What is being asked:
In the material below, which lines hold the word "function"? Pick each one out.

Stored data:
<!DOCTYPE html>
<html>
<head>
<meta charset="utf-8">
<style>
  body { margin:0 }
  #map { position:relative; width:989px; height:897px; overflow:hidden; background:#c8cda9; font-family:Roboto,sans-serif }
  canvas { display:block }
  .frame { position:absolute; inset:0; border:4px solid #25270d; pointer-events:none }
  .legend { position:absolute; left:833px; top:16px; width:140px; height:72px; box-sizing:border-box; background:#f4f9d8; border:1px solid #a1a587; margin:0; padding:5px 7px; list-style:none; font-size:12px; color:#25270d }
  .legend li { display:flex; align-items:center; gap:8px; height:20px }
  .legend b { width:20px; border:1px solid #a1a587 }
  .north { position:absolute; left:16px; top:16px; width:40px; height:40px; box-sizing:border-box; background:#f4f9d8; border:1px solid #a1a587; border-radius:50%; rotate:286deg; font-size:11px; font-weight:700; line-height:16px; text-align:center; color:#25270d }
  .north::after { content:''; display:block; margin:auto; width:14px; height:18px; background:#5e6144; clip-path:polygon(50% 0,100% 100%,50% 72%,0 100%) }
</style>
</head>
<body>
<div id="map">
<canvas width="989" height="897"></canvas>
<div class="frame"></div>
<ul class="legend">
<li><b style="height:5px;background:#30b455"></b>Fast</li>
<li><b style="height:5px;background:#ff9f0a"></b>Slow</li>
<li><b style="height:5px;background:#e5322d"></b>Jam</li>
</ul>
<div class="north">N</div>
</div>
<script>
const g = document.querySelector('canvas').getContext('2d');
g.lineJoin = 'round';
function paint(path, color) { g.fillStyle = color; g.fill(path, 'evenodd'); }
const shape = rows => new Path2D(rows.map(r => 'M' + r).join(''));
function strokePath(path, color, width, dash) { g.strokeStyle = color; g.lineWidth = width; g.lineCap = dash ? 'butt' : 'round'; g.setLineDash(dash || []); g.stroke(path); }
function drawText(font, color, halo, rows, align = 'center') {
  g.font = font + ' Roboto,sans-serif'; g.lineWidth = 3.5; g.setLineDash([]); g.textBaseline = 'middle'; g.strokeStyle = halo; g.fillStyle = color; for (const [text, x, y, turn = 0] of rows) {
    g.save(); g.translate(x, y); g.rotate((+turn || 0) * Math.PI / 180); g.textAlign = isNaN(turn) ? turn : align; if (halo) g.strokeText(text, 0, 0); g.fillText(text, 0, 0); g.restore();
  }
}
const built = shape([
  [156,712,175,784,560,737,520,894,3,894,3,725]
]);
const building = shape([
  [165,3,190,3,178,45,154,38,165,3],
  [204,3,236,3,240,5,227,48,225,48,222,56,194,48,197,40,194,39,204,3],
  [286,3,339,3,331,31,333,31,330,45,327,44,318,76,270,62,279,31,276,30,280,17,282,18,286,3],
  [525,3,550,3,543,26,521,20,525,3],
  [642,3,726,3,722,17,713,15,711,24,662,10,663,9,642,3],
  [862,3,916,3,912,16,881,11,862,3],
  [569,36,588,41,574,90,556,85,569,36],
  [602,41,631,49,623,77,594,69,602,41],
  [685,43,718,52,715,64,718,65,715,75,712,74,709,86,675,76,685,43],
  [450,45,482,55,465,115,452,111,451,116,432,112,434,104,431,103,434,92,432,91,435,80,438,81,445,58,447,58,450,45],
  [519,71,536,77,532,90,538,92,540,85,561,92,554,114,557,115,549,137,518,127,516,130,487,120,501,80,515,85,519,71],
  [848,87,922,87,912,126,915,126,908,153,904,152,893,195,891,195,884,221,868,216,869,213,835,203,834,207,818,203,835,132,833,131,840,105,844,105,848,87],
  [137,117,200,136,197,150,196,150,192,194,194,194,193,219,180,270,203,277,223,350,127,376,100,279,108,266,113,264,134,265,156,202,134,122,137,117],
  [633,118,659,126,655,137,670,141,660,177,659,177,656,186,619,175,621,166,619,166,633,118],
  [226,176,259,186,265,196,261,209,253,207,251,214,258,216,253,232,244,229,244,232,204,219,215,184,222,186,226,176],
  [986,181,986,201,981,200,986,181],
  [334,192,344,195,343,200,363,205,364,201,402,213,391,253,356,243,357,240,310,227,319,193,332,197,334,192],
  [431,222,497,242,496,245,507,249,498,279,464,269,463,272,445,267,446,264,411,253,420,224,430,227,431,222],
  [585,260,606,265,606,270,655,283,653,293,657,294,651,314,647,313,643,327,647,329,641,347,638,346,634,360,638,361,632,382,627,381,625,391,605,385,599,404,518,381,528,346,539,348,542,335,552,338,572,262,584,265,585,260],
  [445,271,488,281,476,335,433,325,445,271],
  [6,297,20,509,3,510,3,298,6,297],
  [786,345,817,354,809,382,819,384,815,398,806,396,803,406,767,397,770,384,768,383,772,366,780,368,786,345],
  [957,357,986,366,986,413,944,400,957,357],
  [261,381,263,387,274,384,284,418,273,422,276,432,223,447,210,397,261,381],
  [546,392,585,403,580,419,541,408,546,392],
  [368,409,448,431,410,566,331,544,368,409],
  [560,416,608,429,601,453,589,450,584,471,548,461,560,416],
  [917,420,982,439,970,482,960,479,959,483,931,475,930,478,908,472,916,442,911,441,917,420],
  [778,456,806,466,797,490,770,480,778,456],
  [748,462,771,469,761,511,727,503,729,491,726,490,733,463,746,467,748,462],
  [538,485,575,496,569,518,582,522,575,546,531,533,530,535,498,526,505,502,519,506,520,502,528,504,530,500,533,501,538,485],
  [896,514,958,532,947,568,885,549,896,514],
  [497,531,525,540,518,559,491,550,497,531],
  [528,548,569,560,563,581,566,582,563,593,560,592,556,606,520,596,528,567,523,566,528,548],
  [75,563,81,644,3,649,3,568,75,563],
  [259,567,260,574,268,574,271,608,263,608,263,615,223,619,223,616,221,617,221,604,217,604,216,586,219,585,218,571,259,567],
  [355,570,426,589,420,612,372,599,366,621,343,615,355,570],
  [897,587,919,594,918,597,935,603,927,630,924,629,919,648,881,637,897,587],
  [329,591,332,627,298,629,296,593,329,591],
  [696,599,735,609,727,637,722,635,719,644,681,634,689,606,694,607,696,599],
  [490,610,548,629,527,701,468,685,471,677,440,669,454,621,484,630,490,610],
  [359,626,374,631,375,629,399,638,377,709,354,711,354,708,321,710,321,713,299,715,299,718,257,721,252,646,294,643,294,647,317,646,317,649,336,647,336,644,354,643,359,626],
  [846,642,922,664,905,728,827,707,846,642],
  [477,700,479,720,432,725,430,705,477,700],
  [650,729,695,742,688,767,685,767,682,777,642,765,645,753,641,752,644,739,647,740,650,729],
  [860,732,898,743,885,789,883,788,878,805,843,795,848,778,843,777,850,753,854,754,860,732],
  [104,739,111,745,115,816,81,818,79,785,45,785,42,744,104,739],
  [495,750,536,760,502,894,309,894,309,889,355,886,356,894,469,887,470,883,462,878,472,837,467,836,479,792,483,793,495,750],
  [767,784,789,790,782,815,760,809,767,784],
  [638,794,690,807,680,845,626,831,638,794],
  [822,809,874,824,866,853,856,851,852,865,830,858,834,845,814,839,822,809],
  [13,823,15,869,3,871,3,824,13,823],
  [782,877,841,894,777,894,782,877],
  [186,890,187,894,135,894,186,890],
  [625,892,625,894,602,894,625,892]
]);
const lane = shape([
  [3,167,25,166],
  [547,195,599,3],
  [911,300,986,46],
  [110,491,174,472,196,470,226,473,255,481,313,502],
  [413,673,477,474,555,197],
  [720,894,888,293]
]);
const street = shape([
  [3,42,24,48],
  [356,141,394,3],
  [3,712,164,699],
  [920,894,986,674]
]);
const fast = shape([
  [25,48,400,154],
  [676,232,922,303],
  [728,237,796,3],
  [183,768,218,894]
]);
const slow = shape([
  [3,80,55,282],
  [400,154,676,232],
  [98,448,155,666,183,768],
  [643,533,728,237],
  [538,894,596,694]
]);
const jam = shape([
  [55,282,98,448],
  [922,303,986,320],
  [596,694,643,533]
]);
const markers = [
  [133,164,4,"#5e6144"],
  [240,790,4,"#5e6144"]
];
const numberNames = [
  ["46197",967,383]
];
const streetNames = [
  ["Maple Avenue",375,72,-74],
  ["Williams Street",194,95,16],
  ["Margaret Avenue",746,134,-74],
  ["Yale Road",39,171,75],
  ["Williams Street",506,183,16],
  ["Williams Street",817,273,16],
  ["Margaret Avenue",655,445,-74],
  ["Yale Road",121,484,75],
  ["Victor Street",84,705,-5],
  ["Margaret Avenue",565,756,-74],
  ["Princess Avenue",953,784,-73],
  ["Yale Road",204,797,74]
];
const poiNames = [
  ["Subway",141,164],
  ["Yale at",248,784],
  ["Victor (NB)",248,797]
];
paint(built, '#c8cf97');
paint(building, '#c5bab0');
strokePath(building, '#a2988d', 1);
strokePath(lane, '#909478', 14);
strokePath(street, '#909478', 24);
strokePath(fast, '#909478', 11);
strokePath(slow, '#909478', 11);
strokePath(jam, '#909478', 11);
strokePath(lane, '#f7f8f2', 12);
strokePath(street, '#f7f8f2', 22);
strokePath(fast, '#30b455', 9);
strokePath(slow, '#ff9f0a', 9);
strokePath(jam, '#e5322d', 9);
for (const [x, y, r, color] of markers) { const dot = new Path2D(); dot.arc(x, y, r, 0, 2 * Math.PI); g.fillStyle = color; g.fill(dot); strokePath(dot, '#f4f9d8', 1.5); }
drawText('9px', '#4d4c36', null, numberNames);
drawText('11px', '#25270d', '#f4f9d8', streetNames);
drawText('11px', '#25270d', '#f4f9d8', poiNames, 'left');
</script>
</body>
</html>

Worked solution:
function paint(path, color) { g.fillStyle = color; g.fill(path, 'evenodd'); }
function strokePath(path, color, width, dash) { g.strokeStyle = color; g.lineWidth = width; g.lineCap = dash ? 'butt' : 'round'; g.setLineDash(dash || []); g.stroke(path); }
function drawText(font, color, halo, rows, align = 'center') {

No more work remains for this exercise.